Restaurants

After nearly 20 years, German Deli says ‘auf Wiedersehen.’ Here’s why it has closed

German Deli began as an online business, eventually adding a retail store that moved from Southlake to this Colleyville location in 2008.
German Deli began as an online business, eventually adding a retail store that moved from Southlake to this Colleyville location in 2008. Courtesy of Inga Bowyer

In 1999, Inga Bowyer and her sister, Gina Green, set up an online business called GermanyDeli.com. Bowyer, who spent most of her formative years in Germany, and her sister “worked out of a small Southlake office that has a storage room with food-laden shelves,” according to a Star-Telegram article at the time.

Because business owners were still figuring out how to promote themselves on the web, word of mouth was important, so Bowyer dropped a large basket of her wares by the Star-Telegram to show what the business offered. That led to the aforementioned article, which led to an explosion in business.

“We had a lot of local phone calls, and then about a month later, we started getting all these online orders,” Bowyer says. “They all came in clusters. Finally I asked someone, ‘How’d you hear about us?’ ‘Well, it was in our paper.’ “

And the time, the Star-Telegram was part of the Knight-Ridder chain, and the story had run on news wires and was picked up by papers in other cities. “As it got picked up in other markets, we’d get these clusters of orders,” Bowyer says.

The online operation eventually added a small brick-and-mortar in Southlake, and proved so successful that it needed to move to a larger location off of Texas 121 in Colleyville.

But in August 2018, the online operation closed. Growth could not keep up with rising food and shipping prices during the past couple of years.

Bowyer suspects, but can’t be sure, that the food-price increases had to do with the possibility of higher tariffs on products from Europe. The online operation filed for Chapter 7 bankruptcy and shut down at the end of August. Remaining inventory was sold at the retail store, which did not file for bankruptcy, but, without the online side to supply it, had to close Sept. 21.

But it was more than rising food and shipping costs that led to the closure. There was also an increase in interest rates for short-term loans.

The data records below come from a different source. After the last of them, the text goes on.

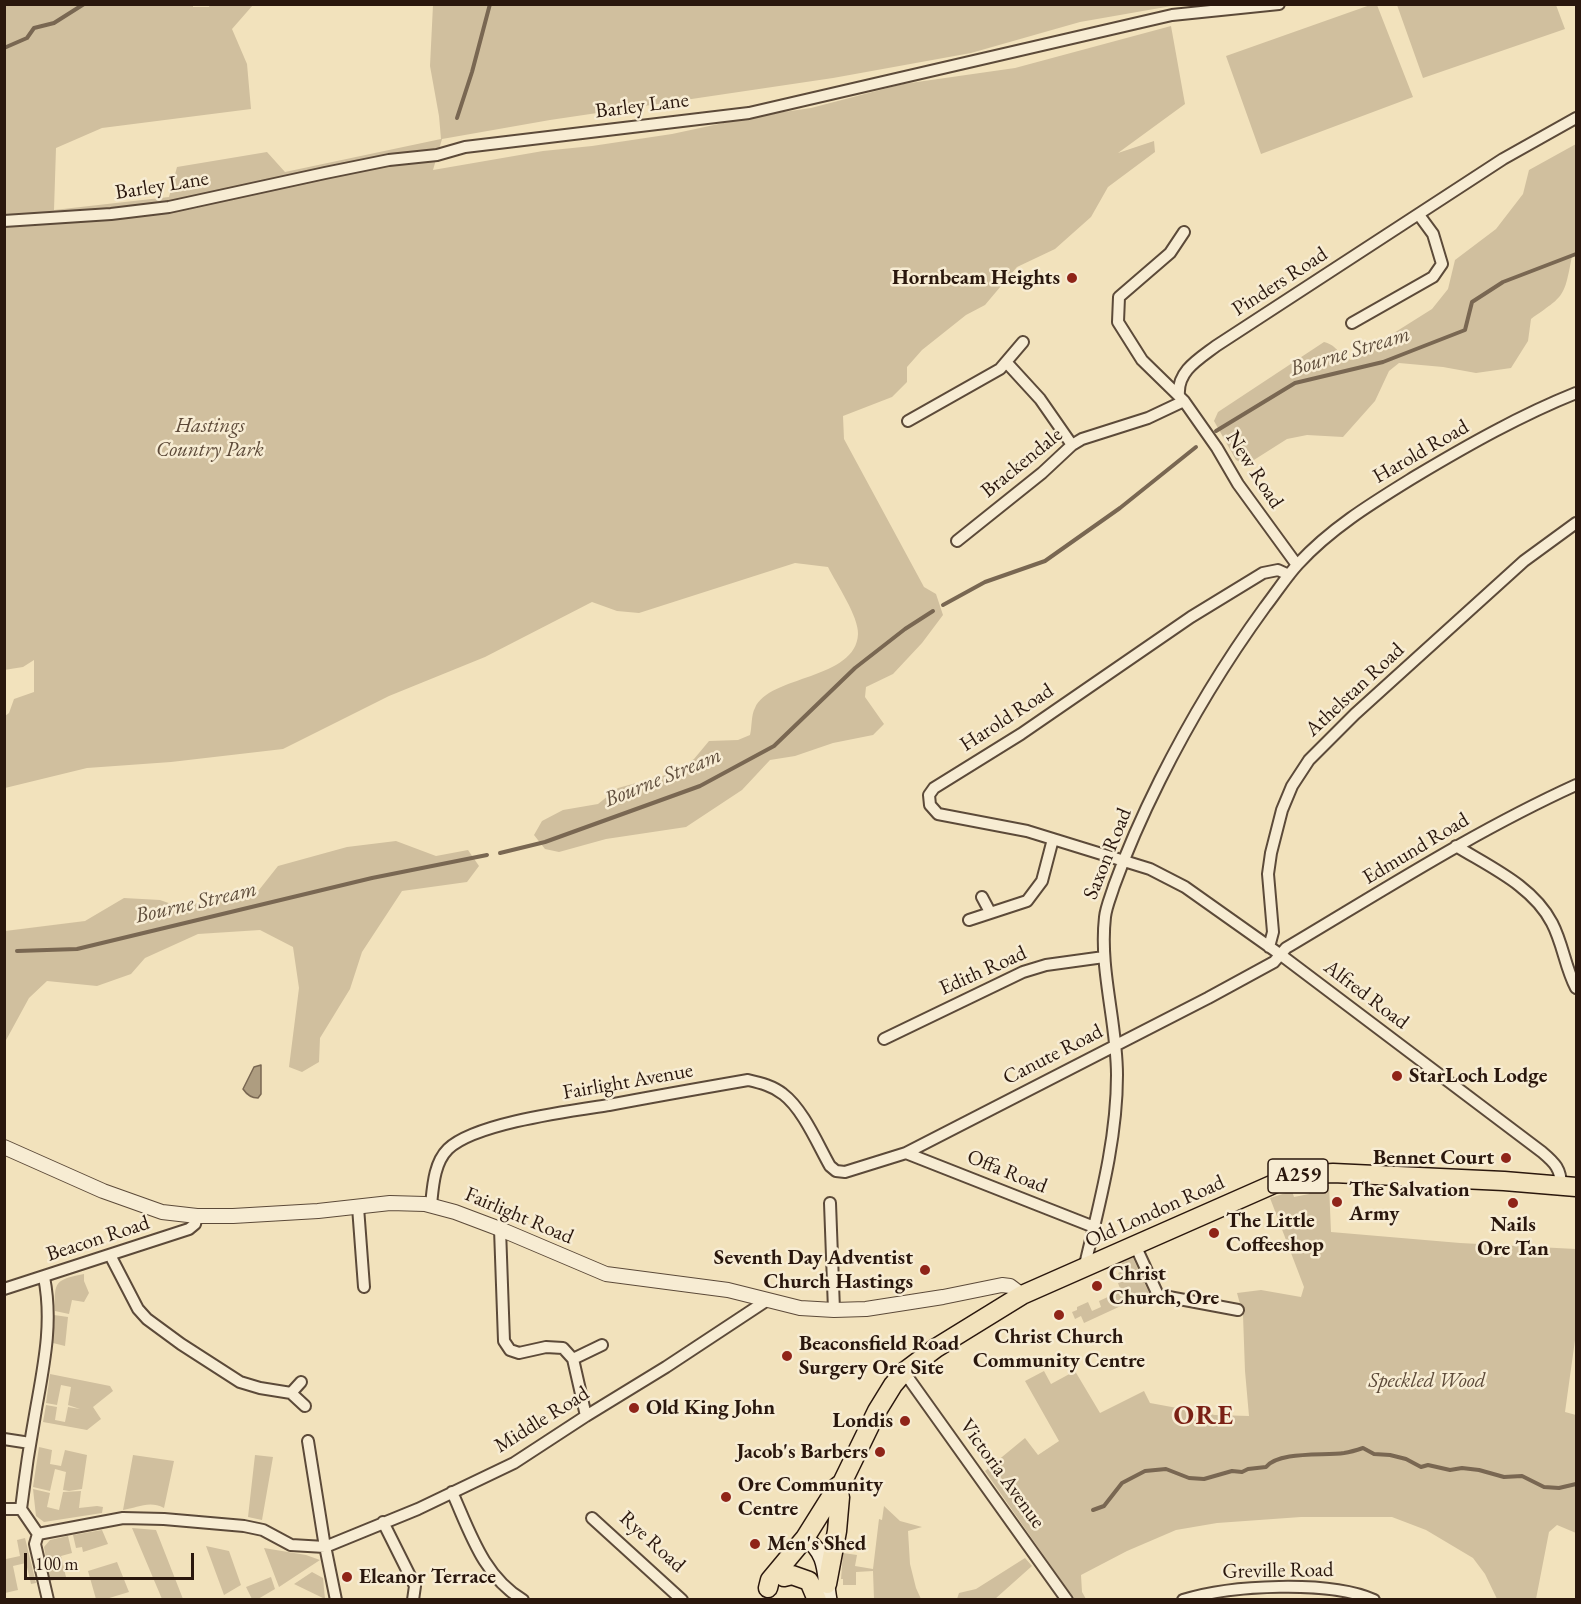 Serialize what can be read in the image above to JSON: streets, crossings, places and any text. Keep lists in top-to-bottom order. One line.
{"streets":{"highway":["A259","Old London Road"],"street":["Barley Lane","Pinders Road","Harold Road","Brackendale","New Road","Athelstan Road","Edmund Road","Saxon Road","Edith Road","Alfred Road","Canute Road","Fairlight Avenue","Offa Road","Fairlight Road","Beacon Road","Middle Road","Victoria Avenue","Rye Road","Greville Road"]},"crossings":[["Pinders Road","Brackendale"],["Pinders Road","New Road"],["Harold Road","New Road"],["Harold Road","Saxon Road"],["Harold Road","Alfred Road"],["Brackendale","New Road"],["New Road","Saxon Road"],["Athelstan Road","Alfred Road"],["Edmund Road","Alfred Road"],["Edmund Road","Canute Road"],["Saxon Road","Edith Road"],["Saxon Road","Alfred Road"],["Saxon Road","Canute Road"],["Saxon Road","Offa Road"],["Saxon Road","Old London Road"],["Alfred Road","Canute Road"],["Alfred Road","Old London Road"],["Canute Road","Fairlight Avenue"],["Canute Road","Offa Road"],["Fairlight Avenue","Fairlight Road"],["A259","Old London Road"],["Old London Road","Fairlight Road"],["Old London Road","Victoria Avenue"],["Fairlight Road","Beacon Road"],["Fairlight Road","Middle Road"]],"districts":["ORE"],"water":["Bourne Stream"],"parks":["Hastings Country Park","Speckled Wood"],"places":["Hornbeam Heights","StarLoch Lodge","Bennet Court","The Salvation Army","Nails Ore Tan","The Little Coffeeshop","Seventh Day Adventist Church Hastings","Christ Church, Ore","Christ Church Community Centre","Beaconsfield Road Surgery Ore Site","Old King John","Londis","Jacob's Barbers","Ore Community Centre","Men's Shed","Eleanor Terrace"],"scale_bar":"100 m"} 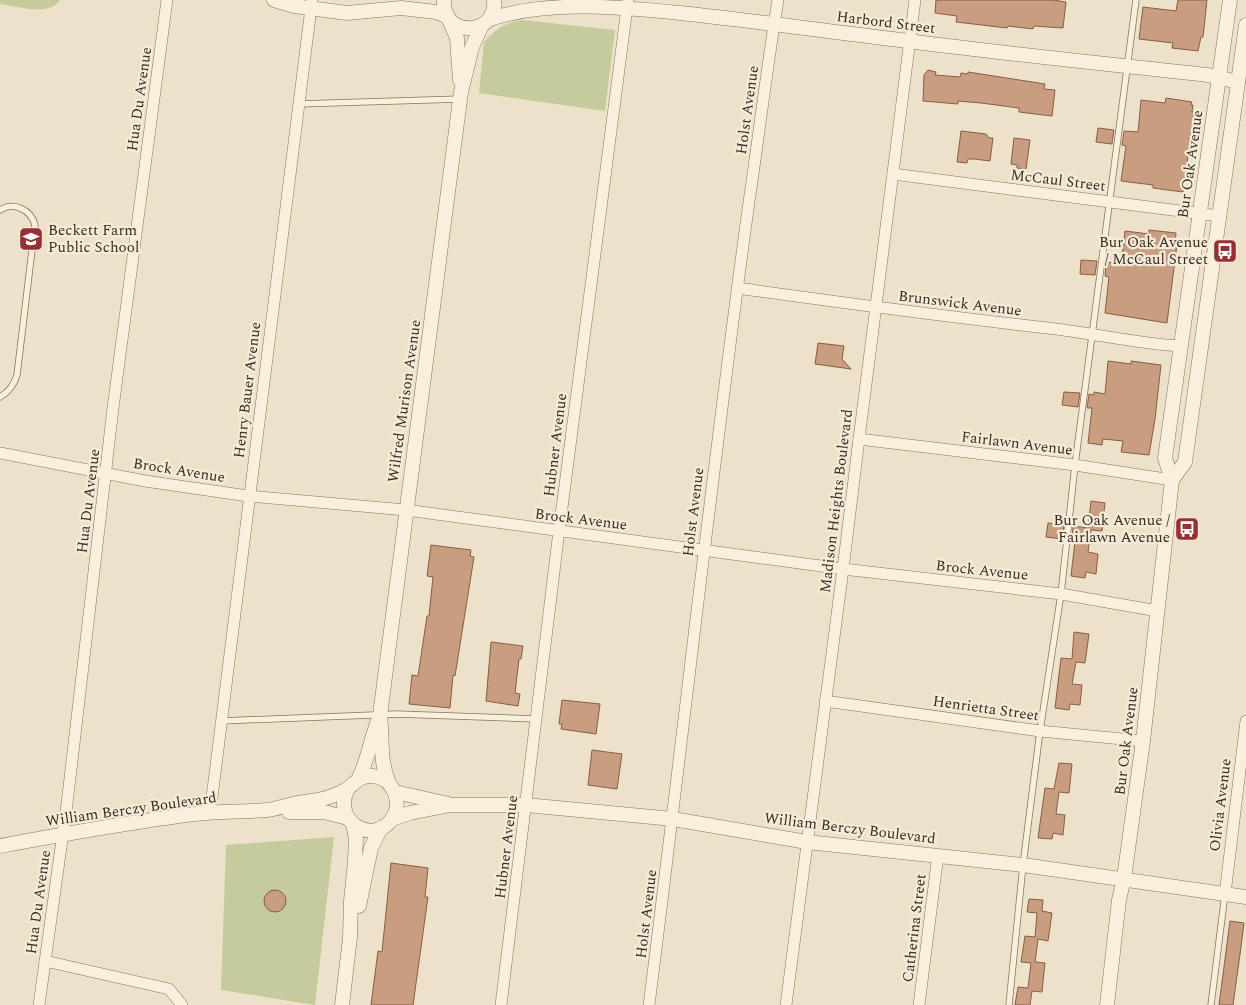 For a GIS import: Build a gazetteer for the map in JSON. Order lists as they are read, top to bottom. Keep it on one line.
{"streets":{"street":["Harbord Street","Hua Du Avenue","Holst Avenue","Bur Oak Avenue","McCaul Street","Brunswick Avenue","Henry Bauer Avenue","Wilfred Murison Avenue","Fairlawn Avenue","Hubner Avenue","Brock Avenue","Madison Heights Boulevard","Henrietta Street","Olivia Avenue","William Berczy Boulevard","Catherina Street"]},"crossings":[["Harbord Street","Holst Avenue"],["Harbord Street","Bur Oak Avenue"],["Harbord Street","Wilfred Murison Avenue"],["Harbord Street","Hubner Avenue"],["Harbord Street","Madison Heights Boulevard"],["Hua Du Avenue","Brock Avenue"],["Hua Du Avenue","William Berczy Boulevard"],["Holst Avenue","Brunswick Avenue"],["Holst Avenue","Brock Avenue"],["Holst Avenue","William Berczy Boulevard"],["Bur Oak Avenue","McCaul Street"],["Bur Oak Avenue","Brunswick Avenue"],["Bur Oak Avenue","Fairlawn Avenue"],["Bur Oak Avenue","Brock Avenue"],["Bur Oak Avenue","Henrietta Street"],["Bur Oak Avenue","William Berczy Boulevard"],["McCaul Street","Madison Heights Boulevard"],["Brunswick Avenue","Madison Heights Boulevard"],["Henry Bauer Avenue","Brock Avenue"],["Henry Bauer Avenue","William Berczy Boulevard"],["Wilfred Murison Avenue","Brock Avenue"],["Wilfred Murison Avenue","William Berczy Boulevard"],["Fairlawn Avenue","Madison Heights Boulevard"],["Hubner Avenue","Brock Avenue"],["Hubner Avenue","William Berczy Boulevard"],["Brock Avenue","Madison Heights Boulevard"],["Madison Heights Boulevard","Henrietta Street"],["Madison Heights Boulevard","William Berczy Boulevard"],["Olivia Avenue","William Berczy Boulevard"],["William Berczy Boulevard","Catherina Street"]],"places":{"school or university":["Beckett Farm Public School"],"bus stop":["Bur Oak Avenue / McCaul Street","Bur Oak Avenue / Fairlawn Avenue"]}} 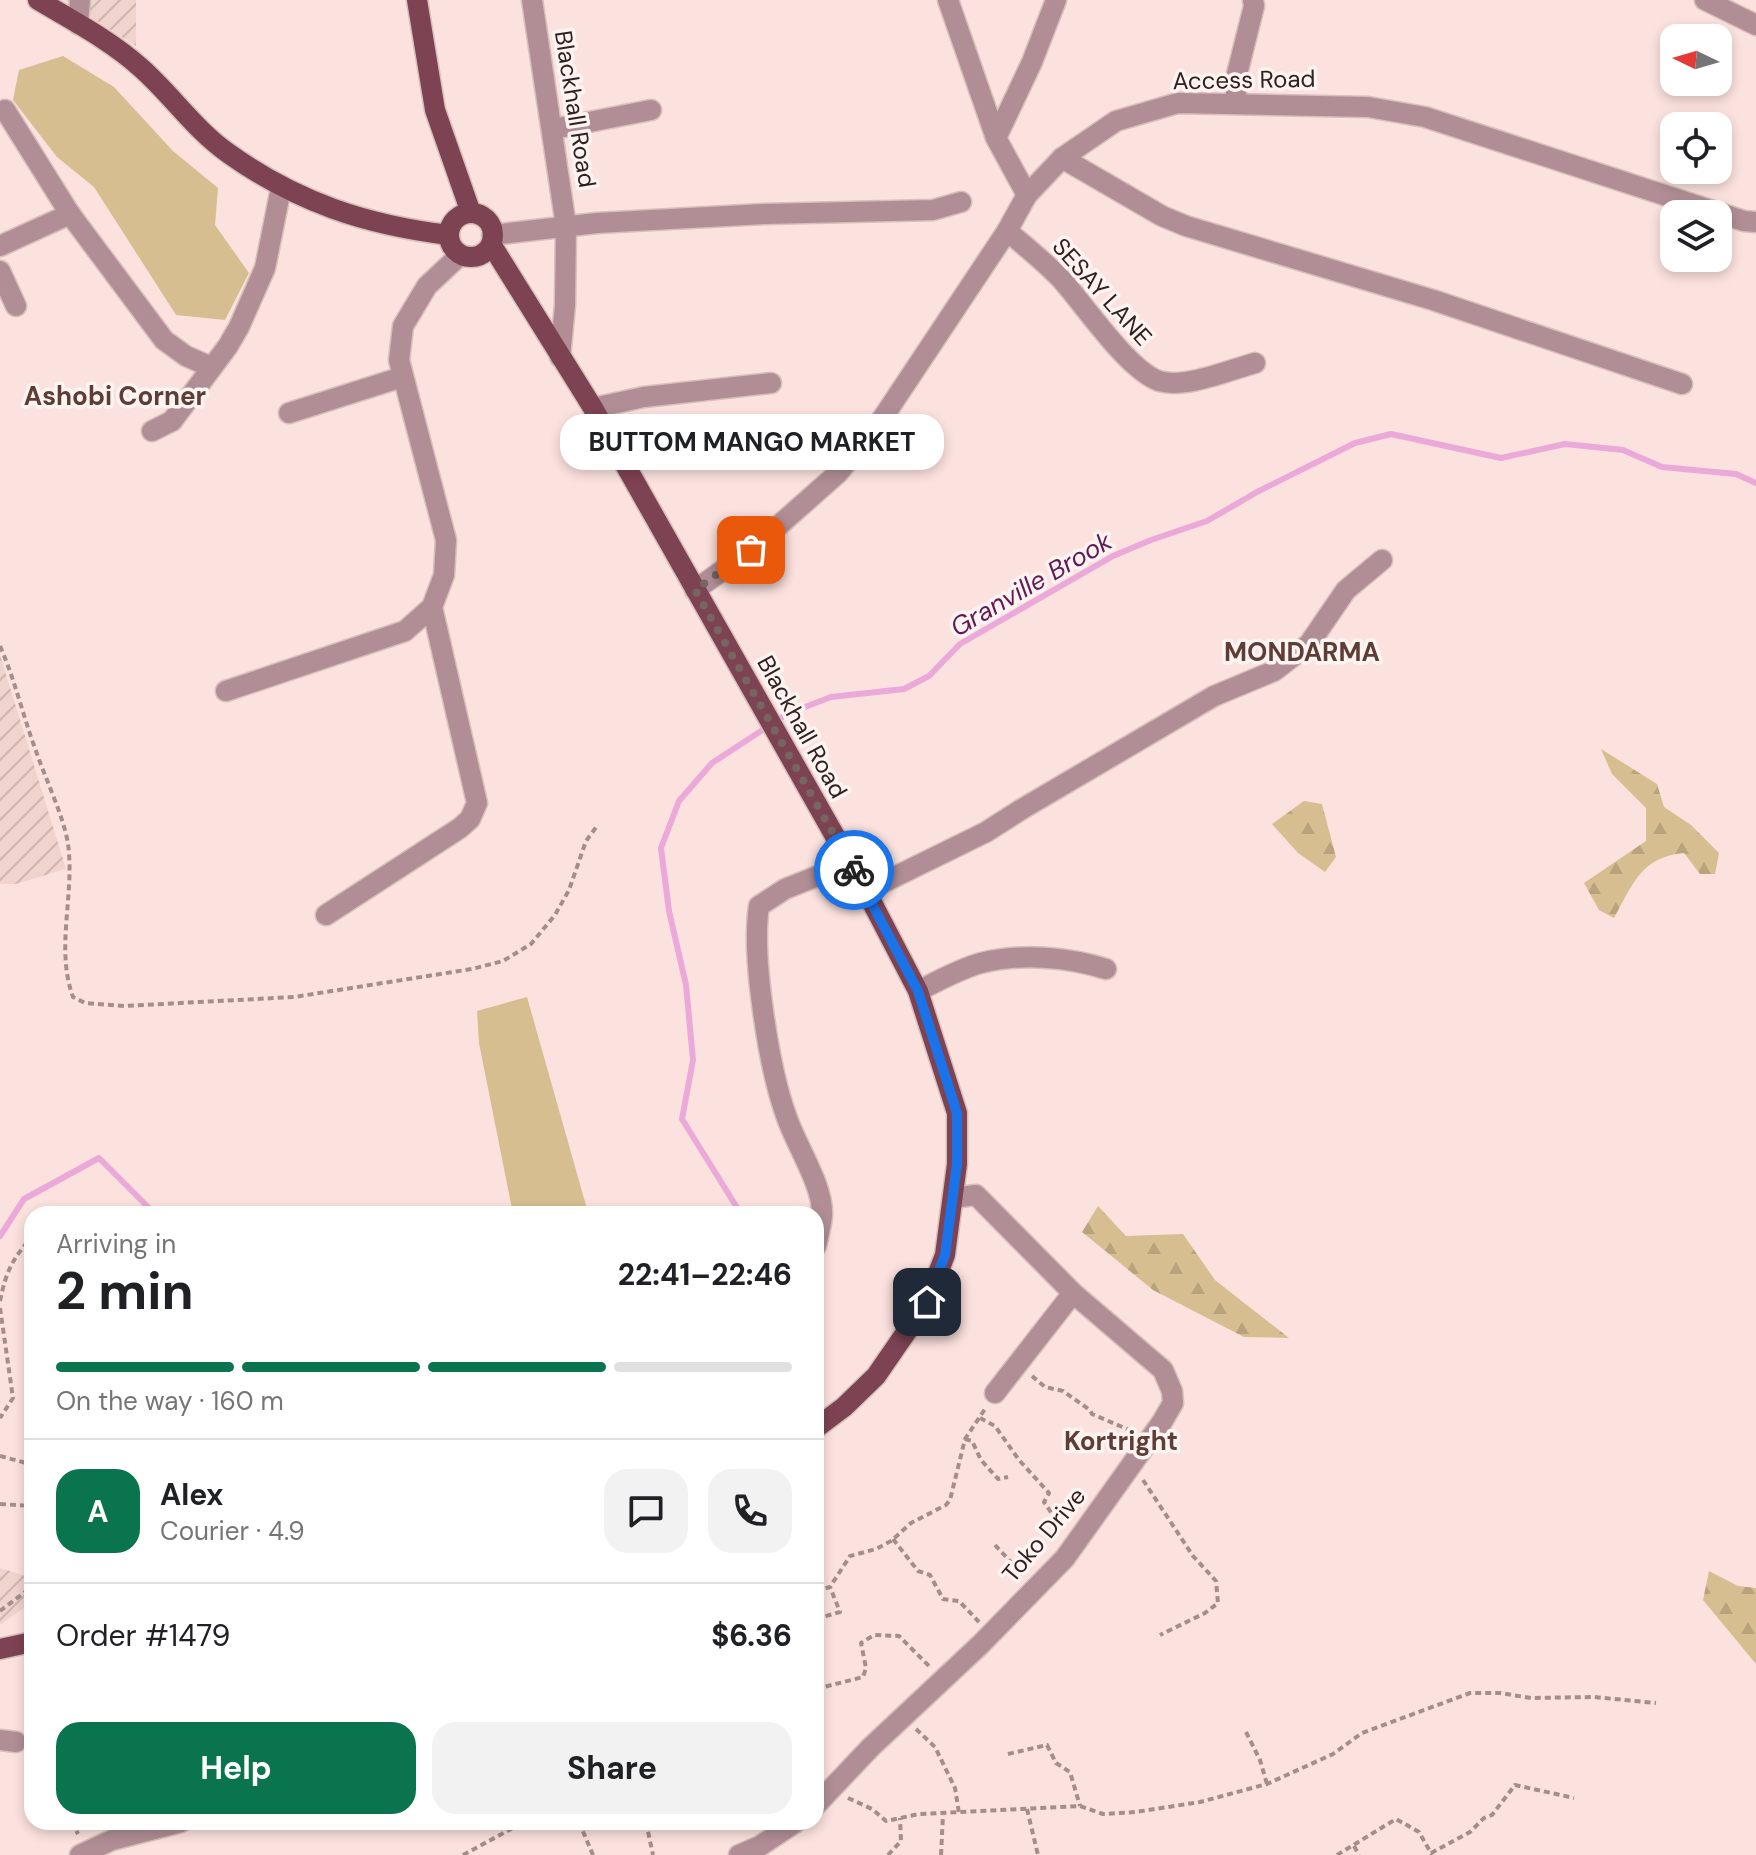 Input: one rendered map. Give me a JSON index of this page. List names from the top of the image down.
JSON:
{
  "streets": {
    "main road": ["Blackhall Road"],
    "street": ["Access Road", "SESAY LANE", "Toko Drive"]
  },
  "crossings": [
    ["Access Road", "Blackhall Road"],
    ["Access Road", "SESAY LANE"],
    ["Blackhall Road", "Toko Drive"]
  ],
  "districts": ["Ashobi Corner", "MONDARMA", "Kortright"],
  "water": ["Granville Brook"],
  "places": ["BUTTOM MANGO MARKET"],
  "north": "left",
  "page": {
    "bubble": "BUTTOM MANGO MARKET",
    "heading": ["2 min", "Arriving in", "22:41–22:46"],
    "panel": [
      "Alex",
      "Courier · 4.9",
      "Order #1479",
      "$6.36"
    ],
    "bar": "On the way · 160 m",
    "round": "A",
    "buttons": ["Help", "Share"]
  }
}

“In our business, where you’ve got the real, real super-busy season of October, November, December,” Bowyer says, “and then it kind of slows down after the first of the year, and it’s especially slow during the summer, you often have to count on short-term, or what you call ‘bridge loans’ just to get us through the lean times. It became harder to find low-interest short-term loans, and that was part of the struggle.”:

The owners tried to sell the company to investors; one company sounded promising but had to withdraw because of limitations on how much it could invest. “They said ‘We’ll revisit in a year,’ “ Bowyer says. “And we said, ‘Well, we don’t have a year.’ “

German Deli announced the closing on its Facebook page, with a message that read in part: ““Our slogan has always been, ‘It’s not about the food, it’s about the memories!’ We will miss you all so very much and will cherish the memories.”

The majority of the business was online, with customers in most of the U.S. and in Canada. “Our store was significant to our business,” Bowyer adds. “We did around a million dollars in sales with the products in the store.”

The Texas 121 (aka State Highway 121) location of the store is not far from where the Londoner plans to reopen after shutting down its Colleyville Boulevard location in September. And Watauga’s Chef Point Cafe is planning to open a second locatioin nearby this fall.

In 2017, Lidl, a German discount grocer, was approved for a Colleyville location. That’s expected to open in 2019 at 4007 Colleyville Blvd.

Bowyer says that the German Deli owners are focusing on the bankruptcy, which is a new experience for her — and she’s 70. Her sister turns 69 next week. And her husband is 75. Bowyer is expecting the process to take some time.

“After that, I don’t know,” she says, adding with a bit of a laugh: “I can’t picture any of us sitting back and retiring after working so hard for 20 years. It’s just hard to imagine getting up and not doing anything all day.”